== Segment start ==

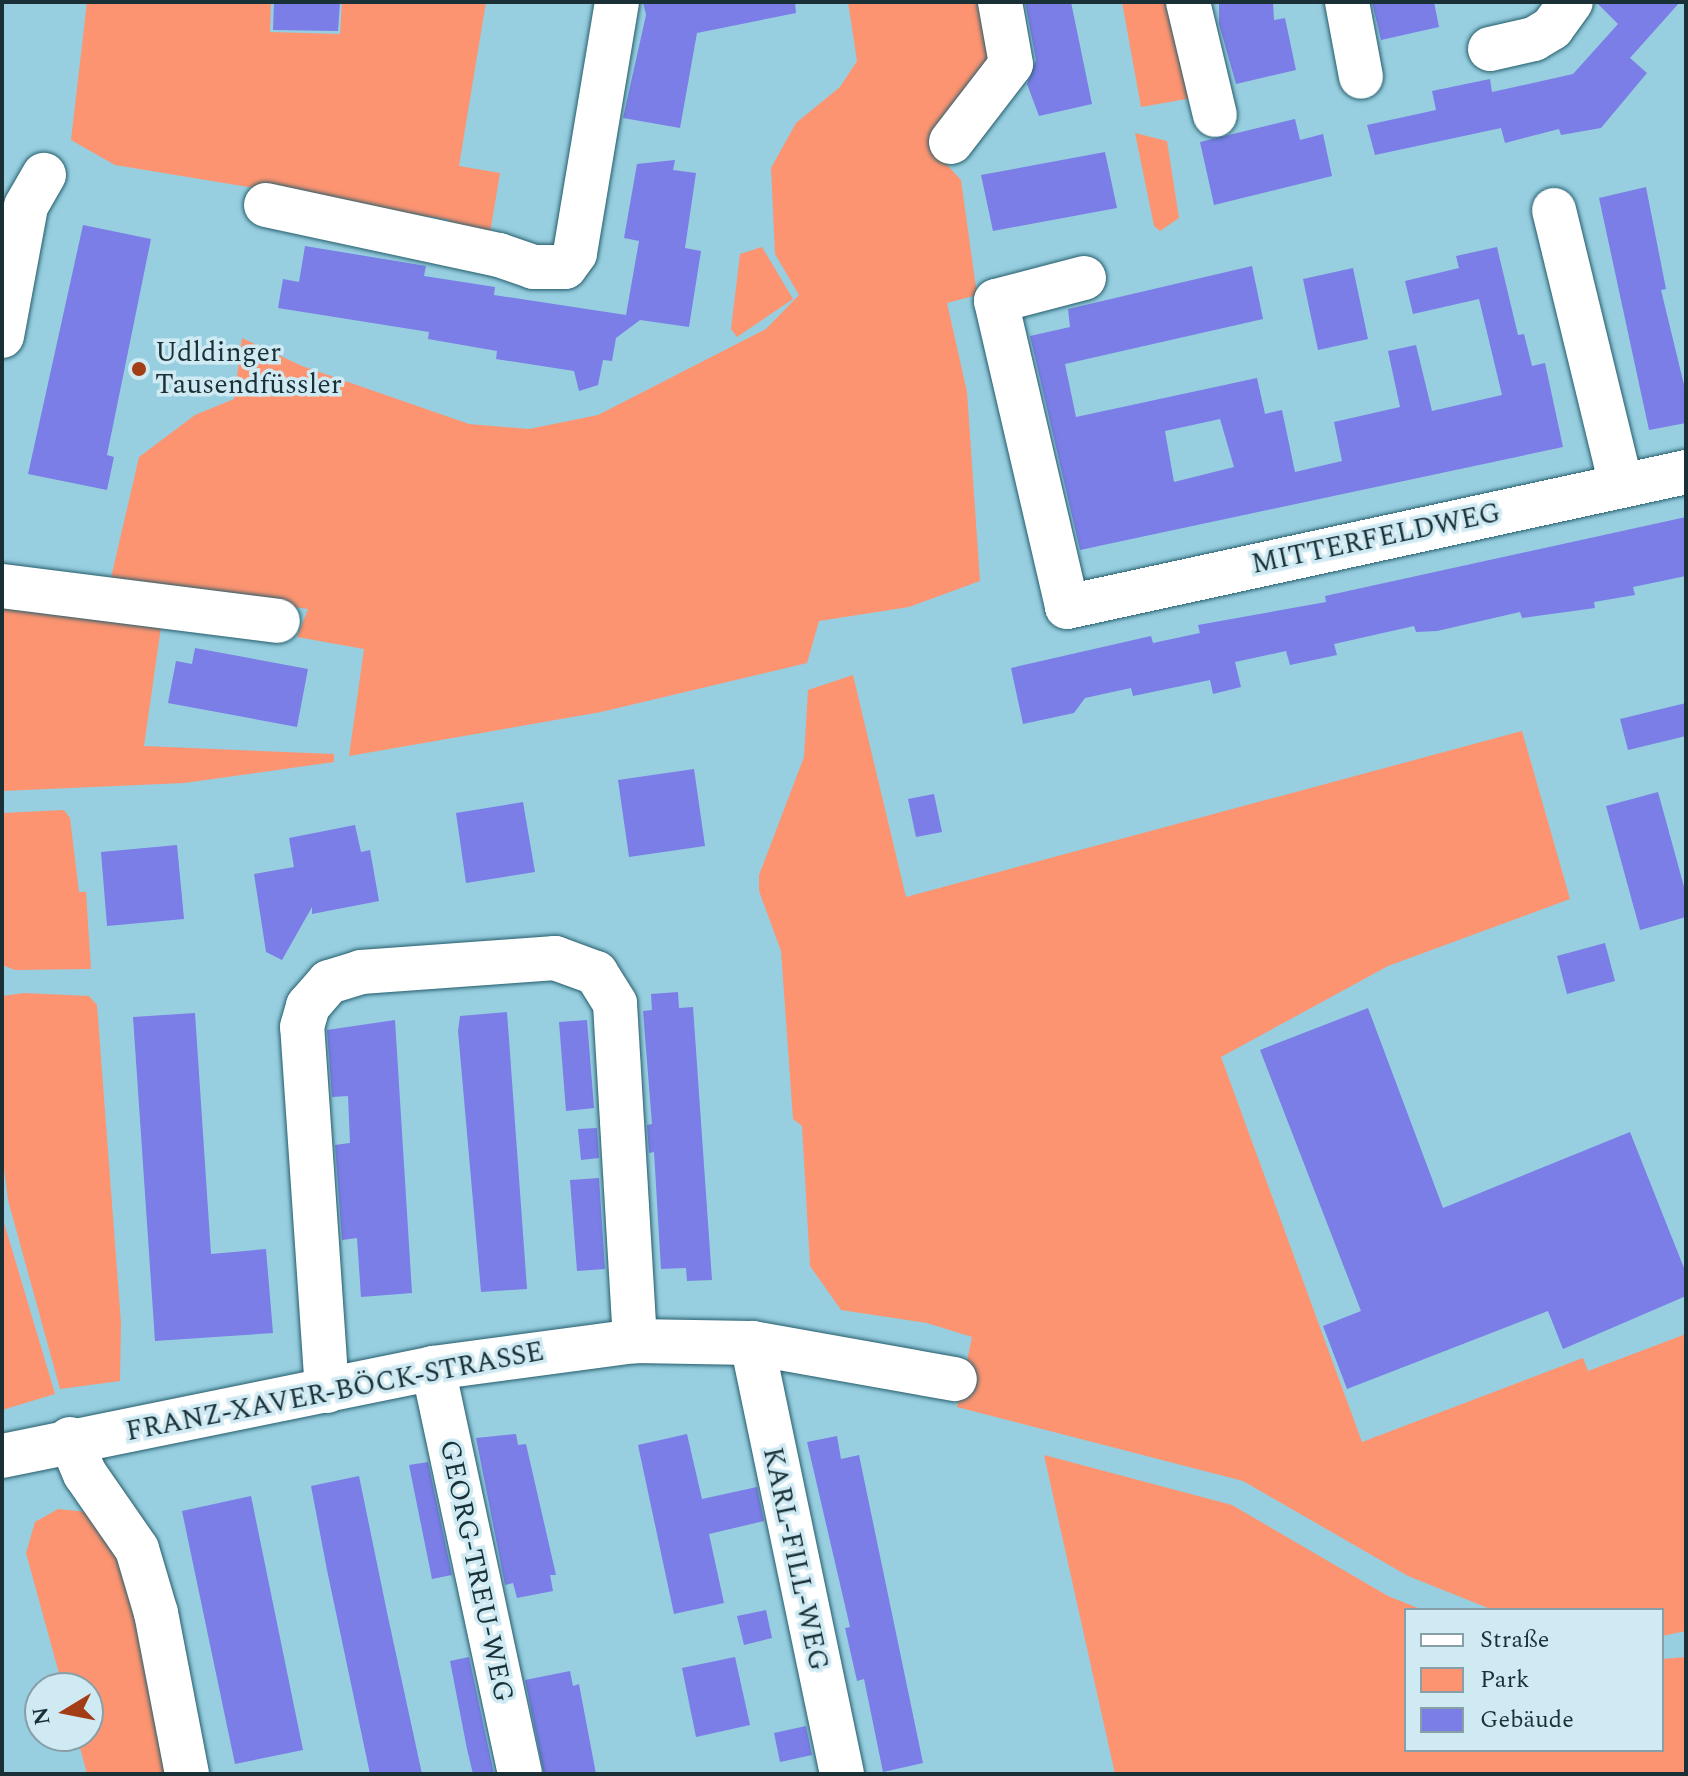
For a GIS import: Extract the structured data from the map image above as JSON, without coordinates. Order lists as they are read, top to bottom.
{
  "streets": {
    "street": [
      "MITTERFELDWEG",
      "FRANZ-XAVER-BÖCK-STRASSE",
      "KARL-FILL-WEG",
      "GEORG-TREU-WEG"
    ]
  },
  "crossings": [
    ["FRANZ-XAVER-BÖCK-STRASSE", "KARL-FILL-WEG"],
    ["FRANZ-XAVER-BÖCK-STRASSE", "GEORG-TREU-WEG"]
  ],
  "places": ["Udldinger Tausendfüssler"],
  "legend": ["Straße", "Park", "Gebäude"],
  "north": "left"
}
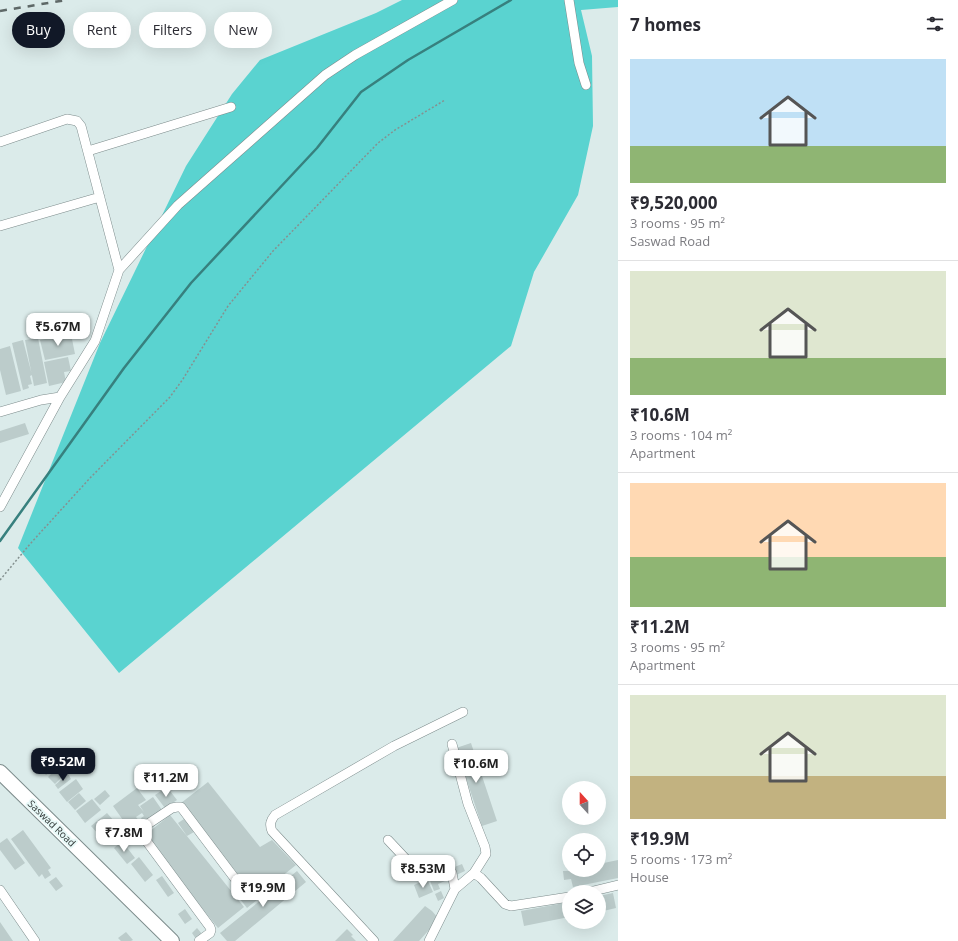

== Segment end ==

▸ **Work to complete**: Give every entry again verbatim, with no pictures.

▸ **Answer space**:
For a GIS import: Extract the structured data from the map image above as JSON, without coordinates. Order lists as they are read, top to bottom.
{
  "streets": {
    "street": [
      "MITTERFELDWEG",
      "FRANZ-XAVER-BÖCK-STRASSE",
      "KARL-FILL-WEG",
      "GEORG-TREU-WEG"
    ]
  },
  "crossings": [
    ["FRANZ-XAVER-BÖCK-STRASSE", "KARL-FILL-WEG"],
    ["FRANZ-XAVER-BÖCK-STRASSE", "GEORG-TREU-WEG"]
  ],
  "places": ["Udldinger Tausendfüssler"],
  "legend": ["Straße", "Park", "Gebäude"],
  "north": "left"
}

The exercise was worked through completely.